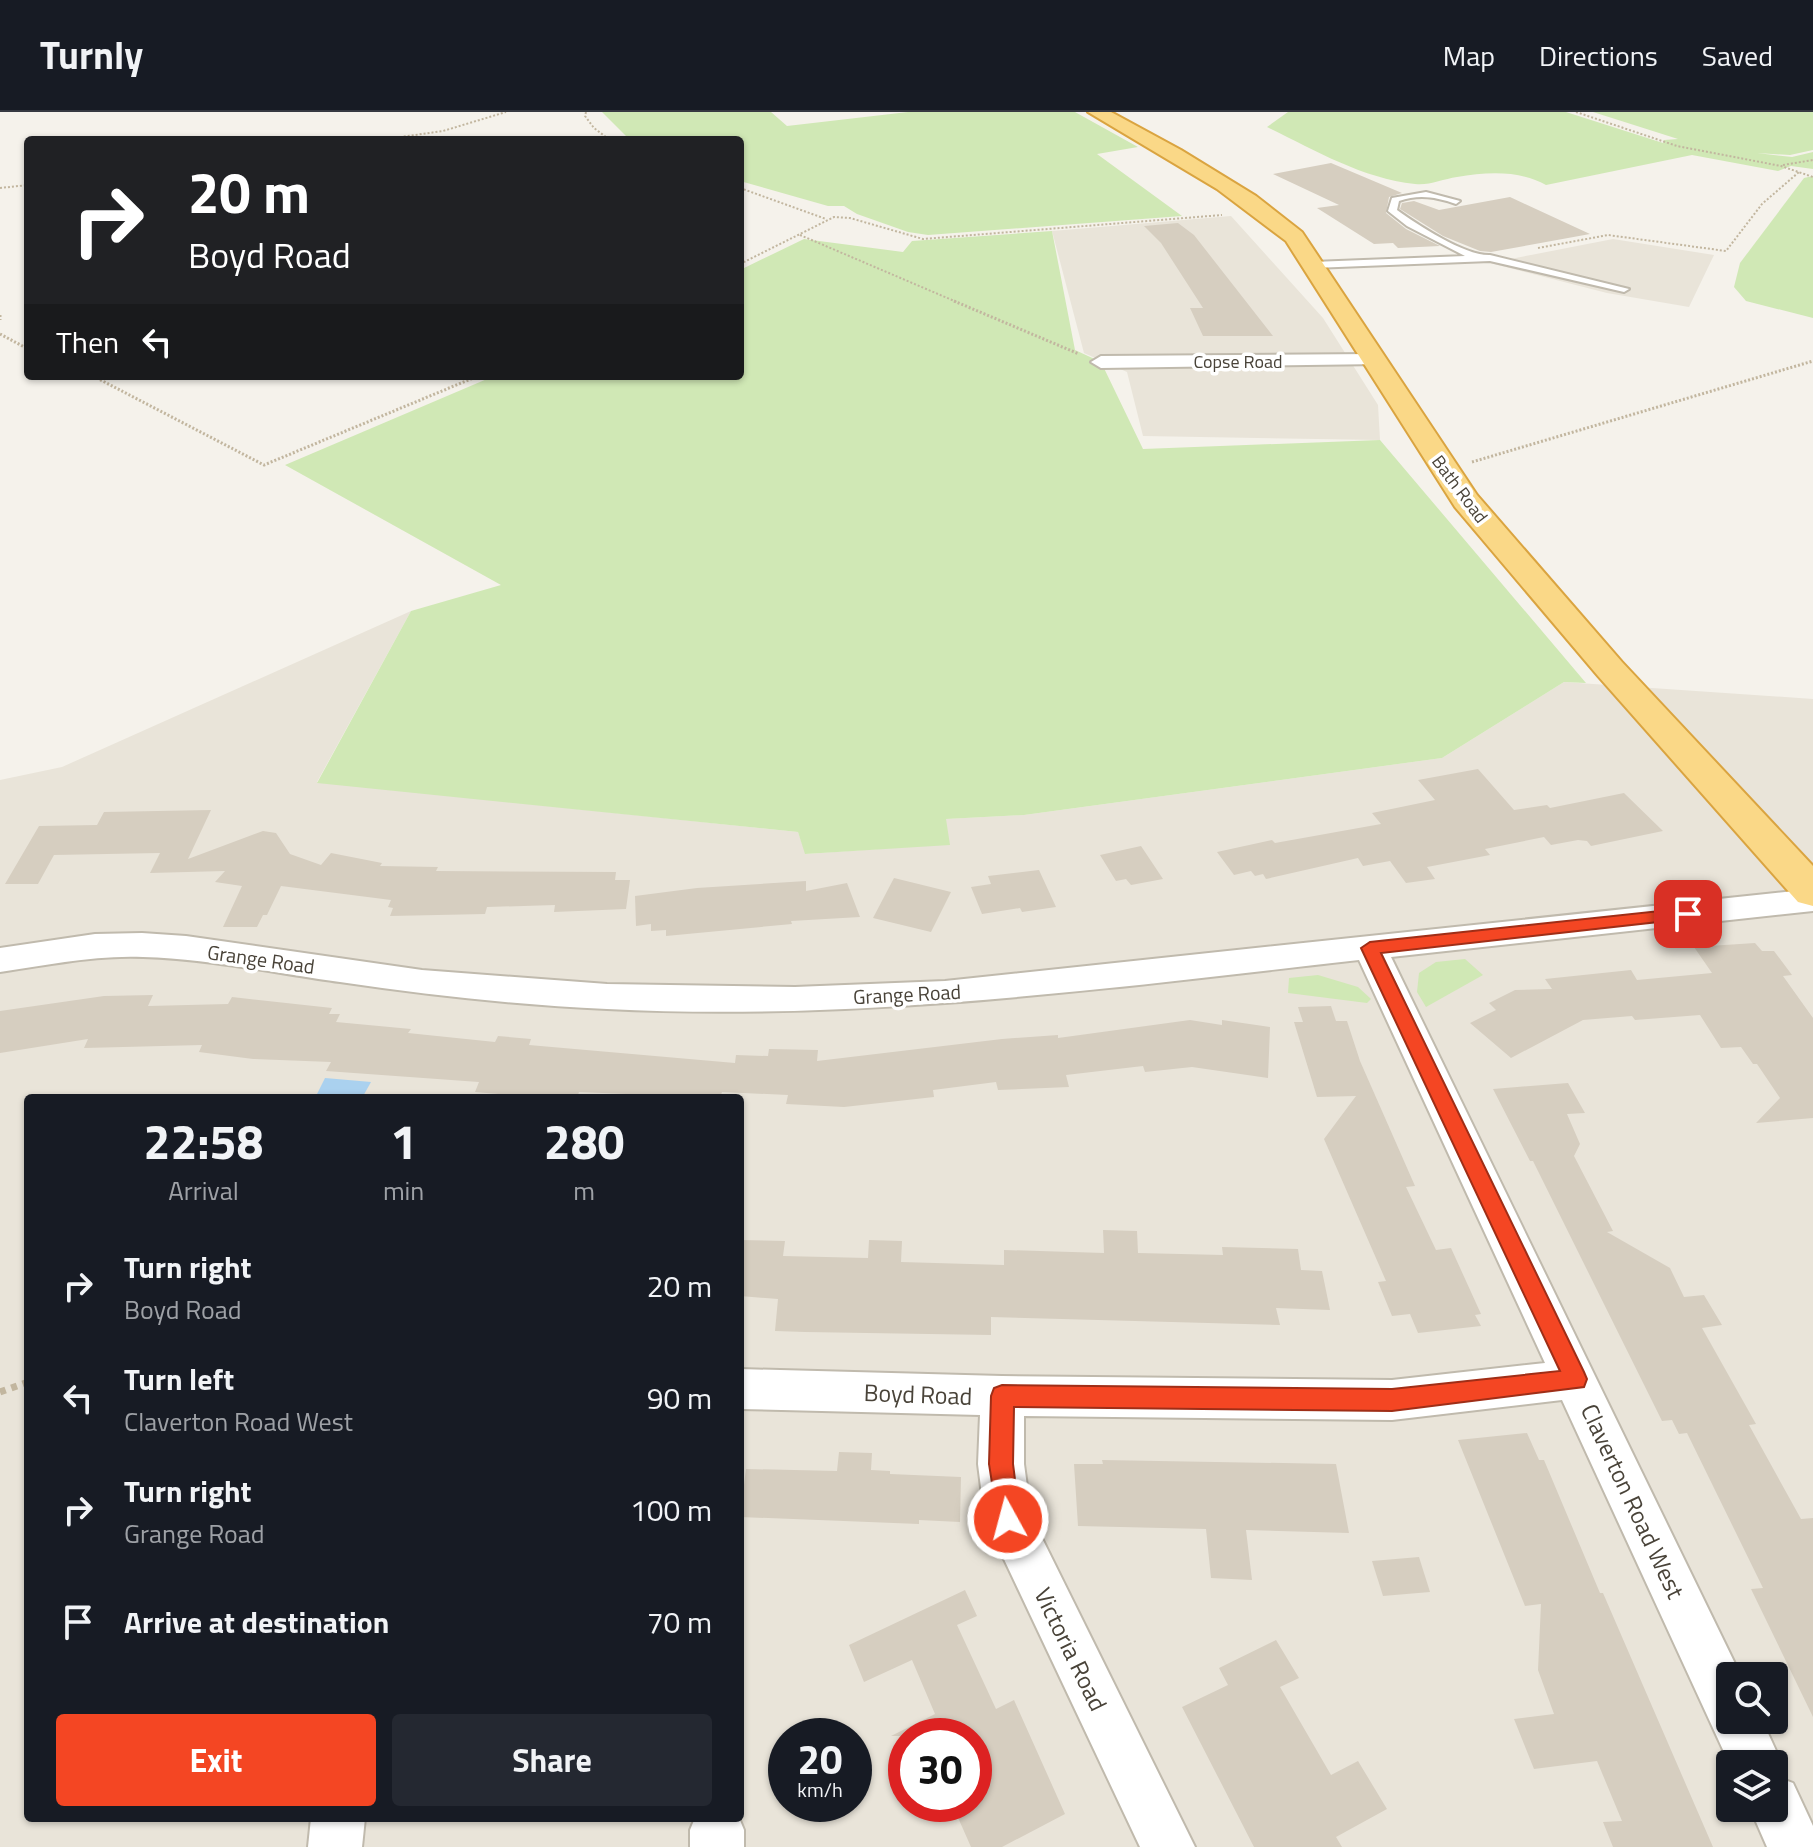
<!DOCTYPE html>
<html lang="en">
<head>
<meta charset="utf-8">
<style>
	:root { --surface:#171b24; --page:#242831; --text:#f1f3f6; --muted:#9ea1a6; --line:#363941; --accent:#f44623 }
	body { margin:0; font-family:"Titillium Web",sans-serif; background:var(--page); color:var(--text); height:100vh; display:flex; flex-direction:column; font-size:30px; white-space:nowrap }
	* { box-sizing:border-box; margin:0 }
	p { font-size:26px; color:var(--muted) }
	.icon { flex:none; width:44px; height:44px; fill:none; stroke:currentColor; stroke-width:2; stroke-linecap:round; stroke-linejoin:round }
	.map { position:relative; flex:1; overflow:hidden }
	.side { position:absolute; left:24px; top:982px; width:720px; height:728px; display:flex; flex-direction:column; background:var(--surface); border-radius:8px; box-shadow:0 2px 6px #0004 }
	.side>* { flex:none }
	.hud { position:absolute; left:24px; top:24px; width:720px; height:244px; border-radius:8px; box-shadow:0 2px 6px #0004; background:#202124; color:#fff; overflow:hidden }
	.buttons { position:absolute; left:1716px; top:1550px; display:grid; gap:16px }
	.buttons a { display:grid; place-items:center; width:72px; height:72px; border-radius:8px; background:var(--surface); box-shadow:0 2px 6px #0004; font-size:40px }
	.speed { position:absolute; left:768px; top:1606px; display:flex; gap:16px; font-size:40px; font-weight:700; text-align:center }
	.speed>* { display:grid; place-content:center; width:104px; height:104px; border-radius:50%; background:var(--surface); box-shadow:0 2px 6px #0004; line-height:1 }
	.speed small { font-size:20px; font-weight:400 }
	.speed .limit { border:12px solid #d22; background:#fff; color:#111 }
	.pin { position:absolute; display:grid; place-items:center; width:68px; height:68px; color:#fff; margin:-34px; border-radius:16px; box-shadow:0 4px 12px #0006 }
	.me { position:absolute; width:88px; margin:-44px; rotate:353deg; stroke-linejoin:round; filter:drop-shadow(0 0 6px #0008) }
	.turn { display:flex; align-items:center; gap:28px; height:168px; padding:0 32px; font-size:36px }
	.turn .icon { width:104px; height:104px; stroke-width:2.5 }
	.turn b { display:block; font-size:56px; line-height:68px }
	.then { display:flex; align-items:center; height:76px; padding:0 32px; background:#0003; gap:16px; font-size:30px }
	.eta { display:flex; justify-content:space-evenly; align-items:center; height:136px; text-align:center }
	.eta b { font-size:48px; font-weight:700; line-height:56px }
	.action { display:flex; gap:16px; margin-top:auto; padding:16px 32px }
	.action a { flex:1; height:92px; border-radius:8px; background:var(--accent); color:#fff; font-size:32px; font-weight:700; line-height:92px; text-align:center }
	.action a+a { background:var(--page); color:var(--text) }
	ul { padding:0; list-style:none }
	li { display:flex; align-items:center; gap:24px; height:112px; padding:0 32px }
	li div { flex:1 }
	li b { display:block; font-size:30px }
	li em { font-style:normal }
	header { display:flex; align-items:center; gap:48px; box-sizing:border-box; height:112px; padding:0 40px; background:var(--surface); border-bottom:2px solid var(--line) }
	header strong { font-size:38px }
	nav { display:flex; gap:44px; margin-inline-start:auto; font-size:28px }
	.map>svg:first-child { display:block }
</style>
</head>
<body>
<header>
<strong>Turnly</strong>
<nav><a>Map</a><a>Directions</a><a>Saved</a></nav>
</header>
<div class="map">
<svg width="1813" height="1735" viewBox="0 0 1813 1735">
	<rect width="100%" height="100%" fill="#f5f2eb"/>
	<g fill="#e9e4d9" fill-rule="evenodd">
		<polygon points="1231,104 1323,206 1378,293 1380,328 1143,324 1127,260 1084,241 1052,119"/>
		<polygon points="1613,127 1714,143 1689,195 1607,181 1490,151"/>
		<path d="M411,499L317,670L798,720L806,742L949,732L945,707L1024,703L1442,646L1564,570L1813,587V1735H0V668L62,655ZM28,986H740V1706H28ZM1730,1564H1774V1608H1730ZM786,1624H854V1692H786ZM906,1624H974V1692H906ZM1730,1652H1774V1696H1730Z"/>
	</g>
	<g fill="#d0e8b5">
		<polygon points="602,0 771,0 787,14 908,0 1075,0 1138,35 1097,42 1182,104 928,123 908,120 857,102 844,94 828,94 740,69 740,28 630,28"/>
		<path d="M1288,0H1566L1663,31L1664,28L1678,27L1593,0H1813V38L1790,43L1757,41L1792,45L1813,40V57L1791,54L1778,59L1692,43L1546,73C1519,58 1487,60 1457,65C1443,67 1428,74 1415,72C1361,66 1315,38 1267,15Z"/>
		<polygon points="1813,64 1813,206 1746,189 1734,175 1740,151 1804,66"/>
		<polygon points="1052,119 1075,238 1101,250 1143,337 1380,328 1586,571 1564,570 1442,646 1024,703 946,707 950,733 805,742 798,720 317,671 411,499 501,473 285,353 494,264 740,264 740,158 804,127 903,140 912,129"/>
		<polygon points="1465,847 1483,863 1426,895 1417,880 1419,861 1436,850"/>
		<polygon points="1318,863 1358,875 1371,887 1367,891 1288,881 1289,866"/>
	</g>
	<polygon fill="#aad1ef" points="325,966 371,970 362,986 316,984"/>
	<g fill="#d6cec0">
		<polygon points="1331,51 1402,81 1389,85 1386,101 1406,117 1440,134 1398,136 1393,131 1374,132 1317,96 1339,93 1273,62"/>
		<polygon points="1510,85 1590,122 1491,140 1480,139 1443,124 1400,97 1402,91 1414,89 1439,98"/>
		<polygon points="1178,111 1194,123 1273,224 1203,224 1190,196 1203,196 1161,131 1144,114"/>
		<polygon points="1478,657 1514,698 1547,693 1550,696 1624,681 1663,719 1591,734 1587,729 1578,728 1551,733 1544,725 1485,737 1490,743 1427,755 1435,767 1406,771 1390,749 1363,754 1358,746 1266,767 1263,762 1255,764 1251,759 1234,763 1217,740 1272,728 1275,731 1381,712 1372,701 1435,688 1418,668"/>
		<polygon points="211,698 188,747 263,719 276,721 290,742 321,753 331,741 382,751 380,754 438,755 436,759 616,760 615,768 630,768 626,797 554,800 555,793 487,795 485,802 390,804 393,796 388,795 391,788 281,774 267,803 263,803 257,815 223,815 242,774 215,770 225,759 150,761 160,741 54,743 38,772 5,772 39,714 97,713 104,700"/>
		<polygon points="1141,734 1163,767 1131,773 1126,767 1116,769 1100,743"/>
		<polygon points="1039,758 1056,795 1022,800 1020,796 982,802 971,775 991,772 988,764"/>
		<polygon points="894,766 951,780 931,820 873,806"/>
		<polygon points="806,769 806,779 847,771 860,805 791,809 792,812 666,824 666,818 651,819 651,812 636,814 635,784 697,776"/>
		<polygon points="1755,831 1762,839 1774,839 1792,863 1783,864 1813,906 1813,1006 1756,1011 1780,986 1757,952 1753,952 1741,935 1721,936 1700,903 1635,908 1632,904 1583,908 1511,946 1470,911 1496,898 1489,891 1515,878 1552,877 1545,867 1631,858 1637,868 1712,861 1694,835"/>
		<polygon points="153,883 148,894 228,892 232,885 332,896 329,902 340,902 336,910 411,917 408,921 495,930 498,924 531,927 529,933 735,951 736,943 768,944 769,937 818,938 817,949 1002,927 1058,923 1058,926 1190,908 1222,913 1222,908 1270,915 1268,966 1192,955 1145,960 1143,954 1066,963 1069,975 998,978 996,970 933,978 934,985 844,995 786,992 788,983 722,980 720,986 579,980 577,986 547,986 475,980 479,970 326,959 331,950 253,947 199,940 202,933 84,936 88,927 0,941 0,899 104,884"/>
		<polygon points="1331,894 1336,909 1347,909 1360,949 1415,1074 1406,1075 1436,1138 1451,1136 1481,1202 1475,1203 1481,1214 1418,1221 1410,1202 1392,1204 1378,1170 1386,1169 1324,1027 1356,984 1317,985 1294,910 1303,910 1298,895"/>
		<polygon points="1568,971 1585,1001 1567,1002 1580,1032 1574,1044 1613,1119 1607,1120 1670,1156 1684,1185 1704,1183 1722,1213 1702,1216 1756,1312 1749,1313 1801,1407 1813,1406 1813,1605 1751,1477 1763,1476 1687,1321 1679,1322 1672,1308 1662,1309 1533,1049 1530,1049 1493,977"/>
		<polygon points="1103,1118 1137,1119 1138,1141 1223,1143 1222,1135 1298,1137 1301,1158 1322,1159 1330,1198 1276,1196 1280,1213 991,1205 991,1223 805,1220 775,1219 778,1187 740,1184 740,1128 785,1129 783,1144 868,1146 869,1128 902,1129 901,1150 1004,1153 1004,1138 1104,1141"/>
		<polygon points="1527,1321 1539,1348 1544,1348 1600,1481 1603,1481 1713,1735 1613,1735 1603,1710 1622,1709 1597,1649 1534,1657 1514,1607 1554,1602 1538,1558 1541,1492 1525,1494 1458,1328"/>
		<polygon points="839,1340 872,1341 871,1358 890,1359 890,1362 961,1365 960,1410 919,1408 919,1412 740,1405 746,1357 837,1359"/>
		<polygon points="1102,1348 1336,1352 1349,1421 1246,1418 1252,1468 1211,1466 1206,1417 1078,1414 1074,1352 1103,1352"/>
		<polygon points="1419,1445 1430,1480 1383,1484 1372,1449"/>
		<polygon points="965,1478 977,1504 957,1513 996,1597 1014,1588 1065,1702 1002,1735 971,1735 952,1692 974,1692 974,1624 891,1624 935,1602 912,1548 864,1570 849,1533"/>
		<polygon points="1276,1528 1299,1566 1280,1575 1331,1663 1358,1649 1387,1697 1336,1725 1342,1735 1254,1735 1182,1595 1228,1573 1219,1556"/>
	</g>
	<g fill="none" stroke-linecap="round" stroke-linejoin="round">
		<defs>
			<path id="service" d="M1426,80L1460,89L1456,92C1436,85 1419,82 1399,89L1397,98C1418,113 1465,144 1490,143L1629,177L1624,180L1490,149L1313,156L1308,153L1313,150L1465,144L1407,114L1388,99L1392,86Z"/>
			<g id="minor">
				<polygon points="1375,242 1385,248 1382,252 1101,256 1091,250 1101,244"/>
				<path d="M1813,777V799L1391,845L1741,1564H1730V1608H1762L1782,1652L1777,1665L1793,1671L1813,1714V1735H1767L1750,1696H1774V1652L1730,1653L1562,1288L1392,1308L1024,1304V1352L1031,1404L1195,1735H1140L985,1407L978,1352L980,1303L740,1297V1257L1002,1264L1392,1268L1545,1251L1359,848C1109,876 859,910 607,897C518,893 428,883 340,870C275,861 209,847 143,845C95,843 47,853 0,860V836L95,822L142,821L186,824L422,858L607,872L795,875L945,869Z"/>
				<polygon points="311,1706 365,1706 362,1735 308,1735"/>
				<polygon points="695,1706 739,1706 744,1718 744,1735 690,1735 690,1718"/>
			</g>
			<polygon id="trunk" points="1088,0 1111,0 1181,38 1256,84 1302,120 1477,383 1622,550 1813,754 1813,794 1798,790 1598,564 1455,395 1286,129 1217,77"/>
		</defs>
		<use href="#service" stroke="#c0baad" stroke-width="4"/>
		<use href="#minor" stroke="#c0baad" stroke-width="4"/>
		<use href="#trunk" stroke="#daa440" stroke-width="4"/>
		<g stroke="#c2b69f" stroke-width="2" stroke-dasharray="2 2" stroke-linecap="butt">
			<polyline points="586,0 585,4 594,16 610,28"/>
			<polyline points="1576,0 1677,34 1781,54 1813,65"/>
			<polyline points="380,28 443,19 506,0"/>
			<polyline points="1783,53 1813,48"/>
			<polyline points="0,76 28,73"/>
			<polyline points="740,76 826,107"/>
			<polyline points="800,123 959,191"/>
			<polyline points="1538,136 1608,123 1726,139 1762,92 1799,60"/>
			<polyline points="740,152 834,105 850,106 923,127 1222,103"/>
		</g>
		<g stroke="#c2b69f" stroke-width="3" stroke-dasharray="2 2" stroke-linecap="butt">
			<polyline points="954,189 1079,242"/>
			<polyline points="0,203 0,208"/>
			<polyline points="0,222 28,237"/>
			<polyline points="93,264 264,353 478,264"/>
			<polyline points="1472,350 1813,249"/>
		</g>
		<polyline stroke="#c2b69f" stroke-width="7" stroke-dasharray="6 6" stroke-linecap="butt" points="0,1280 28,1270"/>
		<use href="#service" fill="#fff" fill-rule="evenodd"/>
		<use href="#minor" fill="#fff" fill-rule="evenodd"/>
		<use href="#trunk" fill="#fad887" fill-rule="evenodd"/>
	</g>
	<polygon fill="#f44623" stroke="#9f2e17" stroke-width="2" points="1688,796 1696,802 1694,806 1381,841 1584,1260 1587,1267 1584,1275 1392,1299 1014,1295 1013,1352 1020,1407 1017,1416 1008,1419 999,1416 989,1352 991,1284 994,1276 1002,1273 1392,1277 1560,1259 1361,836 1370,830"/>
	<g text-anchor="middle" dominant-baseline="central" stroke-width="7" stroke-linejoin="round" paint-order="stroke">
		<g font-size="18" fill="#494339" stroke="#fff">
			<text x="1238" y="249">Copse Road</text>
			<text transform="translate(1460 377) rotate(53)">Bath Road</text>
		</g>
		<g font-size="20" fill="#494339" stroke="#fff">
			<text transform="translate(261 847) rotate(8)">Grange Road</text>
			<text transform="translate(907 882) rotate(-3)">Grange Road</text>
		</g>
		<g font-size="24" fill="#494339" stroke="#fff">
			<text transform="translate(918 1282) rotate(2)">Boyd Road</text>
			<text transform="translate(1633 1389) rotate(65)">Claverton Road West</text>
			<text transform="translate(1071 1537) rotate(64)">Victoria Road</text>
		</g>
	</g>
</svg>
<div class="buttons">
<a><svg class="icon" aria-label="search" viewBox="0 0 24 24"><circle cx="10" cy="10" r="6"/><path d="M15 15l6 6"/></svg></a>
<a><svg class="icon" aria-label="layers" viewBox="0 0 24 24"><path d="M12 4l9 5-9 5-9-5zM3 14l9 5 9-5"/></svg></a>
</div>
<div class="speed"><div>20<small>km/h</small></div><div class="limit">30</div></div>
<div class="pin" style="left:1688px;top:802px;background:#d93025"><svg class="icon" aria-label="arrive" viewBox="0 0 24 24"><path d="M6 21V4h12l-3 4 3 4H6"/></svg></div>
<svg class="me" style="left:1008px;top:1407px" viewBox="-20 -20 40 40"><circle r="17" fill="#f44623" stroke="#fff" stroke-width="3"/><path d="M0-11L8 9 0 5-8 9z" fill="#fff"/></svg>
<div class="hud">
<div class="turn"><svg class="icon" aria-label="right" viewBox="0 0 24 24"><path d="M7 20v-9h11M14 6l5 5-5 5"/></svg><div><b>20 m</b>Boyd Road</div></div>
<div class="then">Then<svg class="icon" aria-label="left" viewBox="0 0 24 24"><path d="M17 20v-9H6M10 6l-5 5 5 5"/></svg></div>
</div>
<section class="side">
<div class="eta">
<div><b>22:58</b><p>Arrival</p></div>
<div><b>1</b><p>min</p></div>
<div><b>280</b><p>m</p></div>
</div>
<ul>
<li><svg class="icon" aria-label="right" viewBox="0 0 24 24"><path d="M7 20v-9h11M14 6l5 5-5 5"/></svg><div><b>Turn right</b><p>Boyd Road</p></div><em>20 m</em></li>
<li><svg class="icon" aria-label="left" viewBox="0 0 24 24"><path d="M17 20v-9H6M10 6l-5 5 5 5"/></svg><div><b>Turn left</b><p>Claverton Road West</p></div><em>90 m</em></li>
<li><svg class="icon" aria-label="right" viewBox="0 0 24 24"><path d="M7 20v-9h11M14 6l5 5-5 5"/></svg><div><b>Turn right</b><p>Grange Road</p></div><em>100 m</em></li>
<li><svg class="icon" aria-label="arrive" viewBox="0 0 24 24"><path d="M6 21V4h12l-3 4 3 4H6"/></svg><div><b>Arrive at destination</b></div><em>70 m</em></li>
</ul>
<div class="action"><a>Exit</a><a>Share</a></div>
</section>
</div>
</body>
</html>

....

Restate word for word only the lines above from the line containing "display:grid; place-items:center; width:72px;" to the line containing "position:absolute; display:grid; place-items:center;", both of them included.

	.buttons a { display:grid; place-items:center; width:72px; height:72px; border-radius:8px; background:var(--surface); box-shadow:0 2px 6px #0004; font-size:40px }
	.speed { position:absolute; left:768px; top:1606px; display:flex; gap:16px; font-size:40px; font-weight:700; text-align:center }
	.speed>* { display:grid; place-content:center; width:104px; height:104px; border-radius:50%; background:var(--surface); box-shadow:0 2px 6px #0004; line-height:1 }
	.speed small { font-size:20px; font-weight:400 }
	.speed .limit { border:12px solid #d22; background:#fff; color:#111 }
	.pin { position:absolute; display:grid; place-items:center; width:68px; height:68px; color:#fff; margin:-34px; border-radius:16px; box-shadow:0 4px 12px #0006 }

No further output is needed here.